- _THE TASK_
When the string "fractalNoise" appears in a line of the records, show the whole line.
────
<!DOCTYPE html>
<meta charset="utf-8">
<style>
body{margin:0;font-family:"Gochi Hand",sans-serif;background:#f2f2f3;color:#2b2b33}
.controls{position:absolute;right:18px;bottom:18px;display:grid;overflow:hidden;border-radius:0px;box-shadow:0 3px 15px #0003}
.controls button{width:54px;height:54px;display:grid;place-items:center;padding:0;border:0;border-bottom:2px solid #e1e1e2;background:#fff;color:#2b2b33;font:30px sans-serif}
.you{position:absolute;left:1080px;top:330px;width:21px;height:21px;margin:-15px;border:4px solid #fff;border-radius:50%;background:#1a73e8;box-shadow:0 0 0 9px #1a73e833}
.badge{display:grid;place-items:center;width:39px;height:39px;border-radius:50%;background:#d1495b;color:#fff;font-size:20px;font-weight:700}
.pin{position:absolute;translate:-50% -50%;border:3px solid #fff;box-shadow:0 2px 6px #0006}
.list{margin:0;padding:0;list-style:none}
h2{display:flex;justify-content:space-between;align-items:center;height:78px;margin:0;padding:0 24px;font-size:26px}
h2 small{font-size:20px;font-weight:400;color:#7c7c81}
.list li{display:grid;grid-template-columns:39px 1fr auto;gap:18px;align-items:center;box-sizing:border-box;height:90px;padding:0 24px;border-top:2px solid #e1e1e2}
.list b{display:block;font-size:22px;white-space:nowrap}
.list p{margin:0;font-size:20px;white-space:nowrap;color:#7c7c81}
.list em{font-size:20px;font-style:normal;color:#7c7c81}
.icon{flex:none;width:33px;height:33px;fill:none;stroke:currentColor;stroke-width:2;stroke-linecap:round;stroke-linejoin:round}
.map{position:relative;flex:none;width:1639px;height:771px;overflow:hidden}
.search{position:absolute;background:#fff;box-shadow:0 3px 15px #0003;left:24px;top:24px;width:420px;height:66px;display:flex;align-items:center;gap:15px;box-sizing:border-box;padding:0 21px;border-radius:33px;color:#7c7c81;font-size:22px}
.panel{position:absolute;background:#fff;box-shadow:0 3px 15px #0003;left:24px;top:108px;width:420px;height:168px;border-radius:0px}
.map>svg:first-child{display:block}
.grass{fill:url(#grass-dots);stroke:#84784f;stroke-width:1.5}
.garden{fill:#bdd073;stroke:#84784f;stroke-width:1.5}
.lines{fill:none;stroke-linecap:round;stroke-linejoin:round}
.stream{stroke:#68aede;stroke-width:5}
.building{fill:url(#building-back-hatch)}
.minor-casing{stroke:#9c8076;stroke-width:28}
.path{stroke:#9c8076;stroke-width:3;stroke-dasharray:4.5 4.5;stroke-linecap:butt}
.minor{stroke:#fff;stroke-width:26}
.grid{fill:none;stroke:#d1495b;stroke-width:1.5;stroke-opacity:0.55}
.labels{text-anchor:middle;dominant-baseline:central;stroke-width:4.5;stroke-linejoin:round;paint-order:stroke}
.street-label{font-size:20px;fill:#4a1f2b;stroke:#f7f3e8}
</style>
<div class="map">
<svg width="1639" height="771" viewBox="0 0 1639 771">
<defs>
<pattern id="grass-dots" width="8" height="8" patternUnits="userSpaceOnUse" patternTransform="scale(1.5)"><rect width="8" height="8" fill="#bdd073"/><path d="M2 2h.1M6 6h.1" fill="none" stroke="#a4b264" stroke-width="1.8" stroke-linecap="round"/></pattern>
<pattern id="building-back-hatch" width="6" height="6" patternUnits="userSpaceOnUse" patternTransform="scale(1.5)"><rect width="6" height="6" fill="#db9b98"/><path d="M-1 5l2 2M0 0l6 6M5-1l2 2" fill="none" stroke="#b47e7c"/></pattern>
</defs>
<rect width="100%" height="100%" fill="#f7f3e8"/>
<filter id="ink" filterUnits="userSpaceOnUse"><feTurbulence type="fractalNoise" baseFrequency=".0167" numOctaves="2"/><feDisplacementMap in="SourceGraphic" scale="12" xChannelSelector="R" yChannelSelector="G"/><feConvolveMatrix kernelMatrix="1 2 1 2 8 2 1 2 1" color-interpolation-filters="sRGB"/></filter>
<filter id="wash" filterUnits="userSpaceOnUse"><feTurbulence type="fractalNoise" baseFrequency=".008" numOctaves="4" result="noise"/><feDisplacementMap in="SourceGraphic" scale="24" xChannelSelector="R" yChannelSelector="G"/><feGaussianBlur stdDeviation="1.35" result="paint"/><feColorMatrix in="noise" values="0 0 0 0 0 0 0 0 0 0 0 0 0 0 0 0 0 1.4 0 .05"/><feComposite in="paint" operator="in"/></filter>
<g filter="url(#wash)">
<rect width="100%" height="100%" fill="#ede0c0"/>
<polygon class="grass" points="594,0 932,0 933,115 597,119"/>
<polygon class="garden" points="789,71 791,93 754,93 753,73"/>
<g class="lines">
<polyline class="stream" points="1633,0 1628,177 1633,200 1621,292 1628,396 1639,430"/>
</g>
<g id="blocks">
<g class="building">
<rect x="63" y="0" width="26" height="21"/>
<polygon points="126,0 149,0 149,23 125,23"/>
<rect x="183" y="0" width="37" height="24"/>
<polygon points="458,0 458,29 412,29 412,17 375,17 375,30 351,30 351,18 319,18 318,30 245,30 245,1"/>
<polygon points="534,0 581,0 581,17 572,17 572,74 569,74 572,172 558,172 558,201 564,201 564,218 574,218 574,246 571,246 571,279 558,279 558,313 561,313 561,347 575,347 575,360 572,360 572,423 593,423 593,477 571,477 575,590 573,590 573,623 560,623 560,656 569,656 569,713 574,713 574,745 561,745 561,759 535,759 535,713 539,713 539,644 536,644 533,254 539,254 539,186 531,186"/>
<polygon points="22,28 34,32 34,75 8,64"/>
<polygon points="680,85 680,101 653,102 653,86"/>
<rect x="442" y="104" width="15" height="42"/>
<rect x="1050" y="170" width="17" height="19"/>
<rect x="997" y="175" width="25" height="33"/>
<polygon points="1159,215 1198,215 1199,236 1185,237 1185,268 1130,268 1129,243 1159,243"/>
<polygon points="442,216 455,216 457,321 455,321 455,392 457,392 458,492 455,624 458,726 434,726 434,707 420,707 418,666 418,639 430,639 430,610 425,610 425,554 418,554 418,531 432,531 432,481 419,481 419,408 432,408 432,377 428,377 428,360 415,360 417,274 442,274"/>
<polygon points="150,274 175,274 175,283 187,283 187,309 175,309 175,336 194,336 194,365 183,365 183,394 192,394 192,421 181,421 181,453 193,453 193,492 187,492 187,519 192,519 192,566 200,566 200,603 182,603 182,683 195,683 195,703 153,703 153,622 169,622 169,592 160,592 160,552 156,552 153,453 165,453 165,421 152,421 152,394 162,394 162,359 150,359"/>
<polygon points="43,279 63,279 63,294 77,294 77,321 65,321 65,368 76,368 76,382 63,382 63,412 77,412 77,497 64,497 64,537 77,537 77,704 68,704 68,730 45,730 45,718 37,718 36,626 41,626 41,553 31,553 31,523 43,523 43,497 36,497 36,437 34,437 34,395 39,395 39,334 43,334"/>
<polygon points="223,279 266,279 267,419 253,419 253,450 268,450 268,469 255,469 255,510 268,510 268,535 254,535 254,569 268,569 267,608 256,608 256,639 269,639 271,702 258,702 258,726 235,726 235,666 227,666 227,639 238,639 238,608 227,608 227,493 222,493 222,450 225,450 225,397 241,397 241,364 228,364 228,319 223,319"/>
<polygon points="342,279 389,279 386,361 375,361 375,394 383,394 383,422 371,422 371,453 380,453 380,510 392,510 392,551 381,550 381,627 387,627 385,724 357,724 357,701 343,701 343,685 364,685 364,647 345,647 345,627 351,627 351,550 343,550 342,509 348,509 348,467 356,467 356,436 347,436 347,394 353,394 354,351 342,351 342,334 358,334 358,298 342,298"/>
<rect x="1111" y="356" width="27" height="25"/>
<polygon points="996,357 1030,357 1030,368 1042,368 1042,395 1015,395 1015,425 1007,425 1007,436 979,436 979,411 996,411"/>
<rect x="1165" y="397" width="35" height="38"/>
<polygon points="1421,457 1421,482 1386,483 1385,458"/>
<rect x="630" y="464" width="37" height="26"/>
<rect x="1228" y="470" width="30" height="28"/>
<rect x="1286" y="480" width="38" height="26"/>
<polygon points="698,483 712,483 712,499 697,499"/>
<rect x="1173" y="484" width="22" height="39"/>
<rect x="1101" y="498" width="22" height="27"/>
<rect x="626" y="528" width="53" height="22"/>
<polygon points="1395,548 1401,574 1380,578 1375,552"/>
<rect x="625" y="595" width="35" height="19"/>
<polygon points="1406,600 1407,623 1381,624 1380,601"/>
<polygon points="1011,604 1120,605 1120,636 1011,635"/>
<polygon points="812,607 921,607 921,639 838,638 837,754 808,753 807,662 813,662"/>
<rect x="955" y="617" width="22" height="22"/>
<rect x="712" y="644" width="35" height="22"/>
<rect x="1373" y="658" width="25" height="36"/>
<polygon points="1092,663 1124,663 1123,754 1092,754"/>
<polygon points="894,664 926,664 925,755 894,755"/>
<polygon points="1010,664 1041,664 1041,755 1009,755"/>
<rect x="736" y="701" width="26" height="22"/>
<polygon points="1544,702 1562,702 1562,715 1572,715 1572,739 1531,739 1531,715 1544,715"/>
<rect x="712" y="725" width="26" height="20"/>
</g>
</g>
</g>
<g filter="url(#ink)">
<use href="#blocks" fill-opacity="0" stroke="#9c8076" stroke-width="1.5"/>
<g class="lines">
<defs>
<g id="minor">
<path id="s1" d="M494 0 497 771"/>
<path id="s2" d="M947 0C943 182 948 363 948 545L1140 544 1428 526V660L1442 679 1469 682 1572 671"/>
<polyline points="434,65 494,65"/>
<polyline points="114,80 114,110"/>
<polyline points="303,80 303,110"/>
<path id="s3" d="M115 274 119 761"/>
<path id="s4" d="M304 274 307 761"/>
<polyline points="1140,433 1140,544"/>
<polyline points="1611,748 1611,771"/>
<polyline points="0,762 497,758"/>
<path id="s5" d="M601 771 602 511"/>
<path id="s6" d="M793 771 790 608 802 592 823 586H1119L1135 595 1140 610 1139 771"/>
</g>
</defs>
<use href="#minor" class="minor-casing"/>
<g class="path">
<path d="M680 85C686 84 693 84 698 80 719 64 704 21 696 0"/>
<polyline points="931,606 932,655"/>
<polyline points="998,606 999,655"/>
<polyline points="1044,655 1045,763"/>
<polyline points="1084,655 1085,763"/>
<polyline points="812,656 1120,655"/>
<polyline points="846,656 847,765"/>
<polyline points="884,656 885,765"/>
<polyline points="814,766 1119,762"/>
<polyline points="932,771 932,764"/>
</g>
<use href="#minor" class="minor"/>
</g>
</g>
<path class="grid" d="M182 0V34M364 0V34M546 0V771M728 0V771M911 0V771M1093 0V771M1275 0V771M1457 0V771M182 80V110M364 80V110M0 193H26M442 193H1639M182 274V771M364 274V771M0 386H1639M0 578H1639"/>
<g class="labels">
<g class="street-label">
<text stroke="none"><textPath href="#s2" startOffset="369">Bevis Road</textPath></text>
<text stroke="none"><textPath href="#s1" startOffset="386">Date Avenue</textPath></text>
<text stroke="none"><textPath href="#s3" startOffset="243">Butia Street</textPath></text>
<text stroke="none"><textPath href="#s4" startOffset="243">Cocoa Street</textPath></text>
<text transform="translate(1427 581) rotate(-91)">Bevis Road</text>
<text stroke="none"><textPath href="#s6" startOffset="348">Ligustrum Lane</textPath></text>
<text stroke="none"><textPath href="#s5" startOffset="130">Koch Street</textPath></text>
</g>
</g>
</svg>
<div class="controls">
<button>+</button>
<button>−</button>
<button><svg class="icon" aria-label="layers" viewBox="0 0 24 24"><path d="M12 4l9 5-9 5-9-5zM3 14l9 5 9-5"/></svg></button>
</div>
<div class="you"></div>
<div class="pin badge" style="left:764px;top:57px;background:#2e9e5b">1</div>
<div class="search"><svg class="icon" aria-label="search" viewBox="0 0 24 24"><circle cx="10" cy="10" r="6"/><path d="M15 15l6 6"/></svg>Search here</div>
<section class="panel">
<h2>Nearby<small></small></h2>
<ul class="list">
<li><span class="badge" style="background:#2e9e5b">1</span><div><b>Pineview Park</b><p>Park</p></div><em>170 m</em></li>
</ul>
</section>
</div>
────
- _ANSWER SECTION_
<filter id="ink" filterUnits="userSpaceOnUse"><feTurbulence type="fractalNoise" baseFrequency=".0167" numOctaves="2"/><feDisplacementMap in="SourceGraphic" scale="12" xChannelSelector="R" yChannelSelector="G"/><feConvolveMatrix kernelMatrix="1 2 1 2 8 2 1 2 1" color-interpolation-filters="sRGB"/></filter>
<filter id="wash" filterUnits="userSpaceOnUse"><feTurbulence type="fractalNoise" baseFrequency=".008" numOctaves="4" result="noise"/><feDisplacementMap in="SourceGraphic" scale="24" xChannelSelector="R" yChannelSelector="G"/><feGaussianBlur stdDeviation="1.35" result="paint"/><feColorMatrix in="noise" values="0 0 0 0 0 0 0 0 0 0 0 0 0 0 0 0 0 1.4 0 .05"/><feComposite in="paint" operator="in"/></filter>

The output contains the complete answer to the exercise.